Stephen Harper has said that from 2006 to 2015, the Conservative government he led practiced what he calls “populist conservatism.” A conservative party led by Pierre Poilievre – backed by Harper this week – will fully embrace that description.
One can only speculate as to why the former prime minister decided to take the unusual step of endorsing a candidate in the current leadership race – and why he chose to do so now. Perhaps the Poilievre campaign has reason to believe it takes an extra push to cross the line.
Maybe the Poilievre campaign is doing well, but wants to make sure the win is clear and overwhelming. Perhaps Harper’s blessing is meant to help consolidate the party after a bitterly contentious race.
Maybe Harper is just real, For real doesn’t like Jean Charest.

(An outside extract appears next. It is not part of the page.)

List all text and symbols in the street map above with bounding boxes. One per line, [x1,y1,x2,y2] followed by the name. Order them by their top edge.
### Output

Whatever his reasons, Harper’s imprimatur symbolically links his personal political project with Poilievre’s own approach to politics and leadership. Not that Andrew Scheer or Erin O’Toole ever vowed to make a dramatic break from Harper’s approach. But if there are any conservatives who are concerned about where the next leader might take the party, Harper’s message to them is that Pierre Poilievre belongs to his conservatism.

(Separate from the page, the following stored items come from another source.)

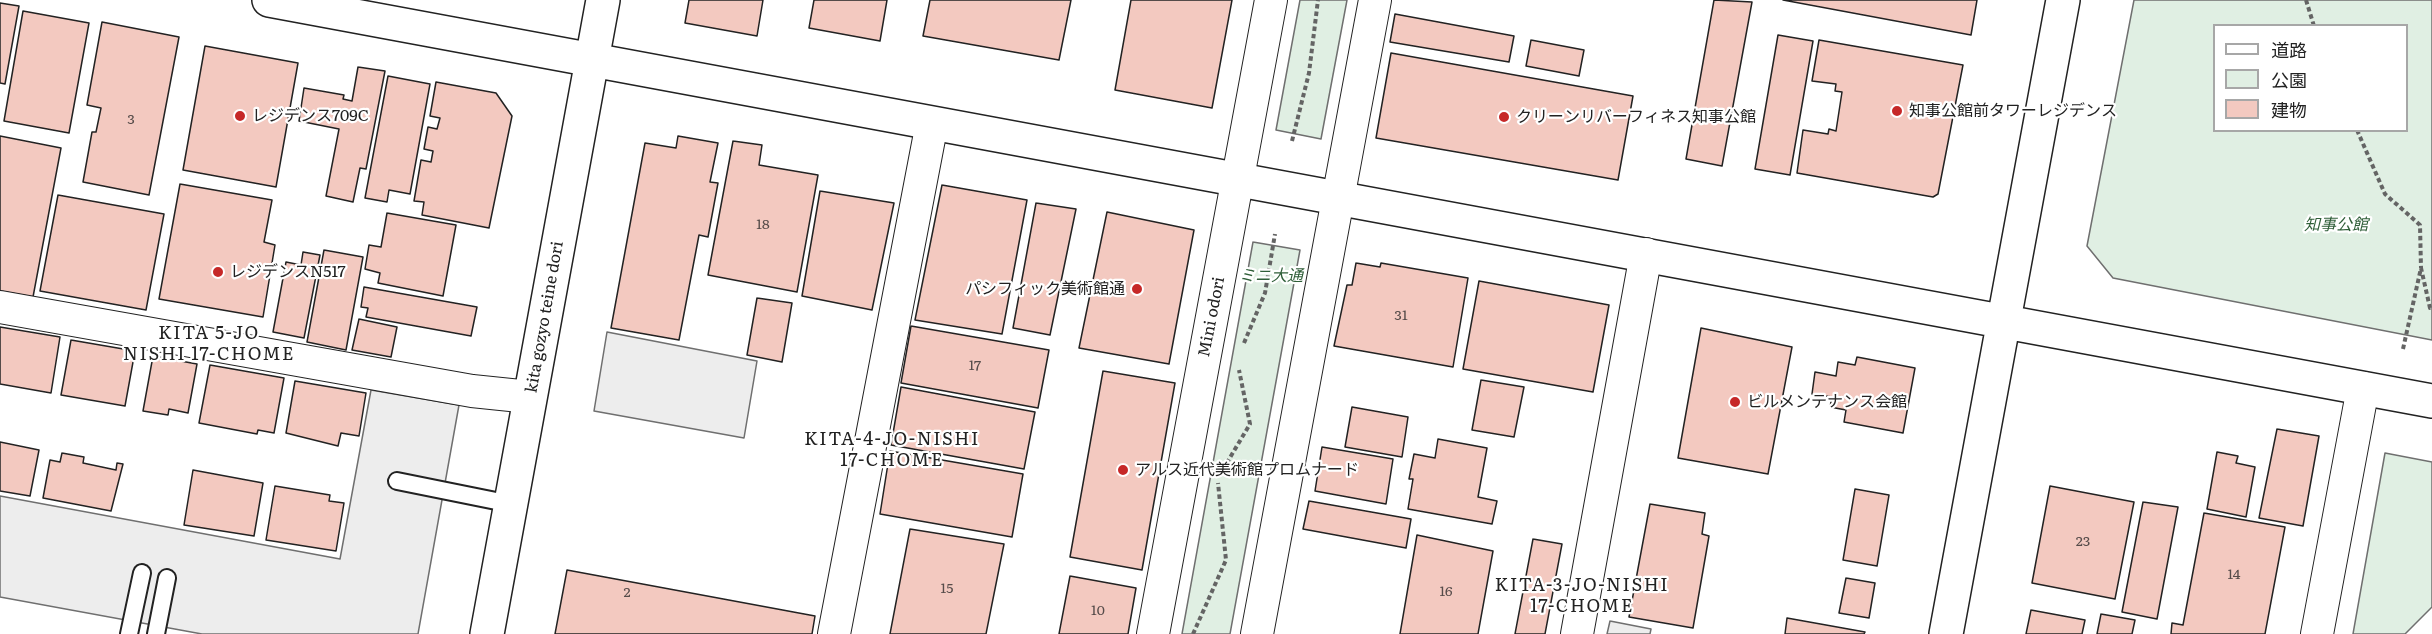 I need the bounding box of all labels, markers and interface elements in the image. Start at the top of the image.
legend [2213,24,2408,132]
text: 道路 [2271,36,2307,63]
text: 公園 [2271,66,2307,93]
text: 建物 [2271,96,2307,123]
place label: 知事公館前タワーレジデンス [1909,101,2117,121]
marker: 知事公館前タワーレジデンス [1890,104,1904,118]
place label: レジデンス709C [252,106,369,126]
place label: クリーンリバーフィネス知事公館 [1516,107,1756,127]
marker: レジデンス709C [233,109,247,123]
marker: クリーンリバーフィネス知事公館 [1497,110,1511,124]
house number: 3 [127,112,135,128]
park label: 知事公館 [2304,215,2368,235]
house number: 18 [756,217,770,233]
street label: kita gozyo teine dori [522,240,568,394]
place label: レジデンスN517 [230,262,346,282]
marker: レジデンスN517 [211,265,225,279]
park label: ミニ大通 [1239,266,1303,286]
street label: Mini odori [1195,275,1229,359]
place label: パシフィック美術館通 [965,279,1125,299]
marker: パシフィック美術館通 [1130,282,1144,296]
house number: 31 [1394,308,1408,324]
district label: KITA 5-JO NISHI 17-CHOME [123,323,295,366]
house number: 17 [969,358,981,374]
place label: ビルメンテナンス会館 [1747,392,1907,412]
marker: ビルメンテナンス会館 [1728,395,1742,409]
district label: KITA-4-JO-NISHI 17-CHOME [804,429,980,472]
place label: アルス近代美術館プロムナード [1135,460,1359,480]
marker: アルス近代美術館プロムナード [1116,463,1130,477]
house number: 23 [2076,534,2090,550]
house number: 14 [2228,567,2240,583]
district label: KITA-3-JO-NISHI 17-CHOME [1495,575,1669,618]
house number: 15 [941,581,953,597]
house number: 16 [1439,584,1453,600]
house number: 2 [623,585,631,601]
house number: 10 [1091,603,1105,619]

Harper’s theory of populist conservatism
In his 2018 book Right Here, Right Now: Politics and Leadership in the Age of Disruption, Harper wrote that conservatives had three possible avenues ahead of them in this moment of populist turmoil.
They could hold onto a doctrinal view of conservatism and an ideological belief in supply-side economics. They could “double down on rampant populism.” Or they can “reshape conservatism to address the problems causing the populist upheaval … to adapt conservatism to the practical concerns, interests and aspirations of working-class and middle-class people.”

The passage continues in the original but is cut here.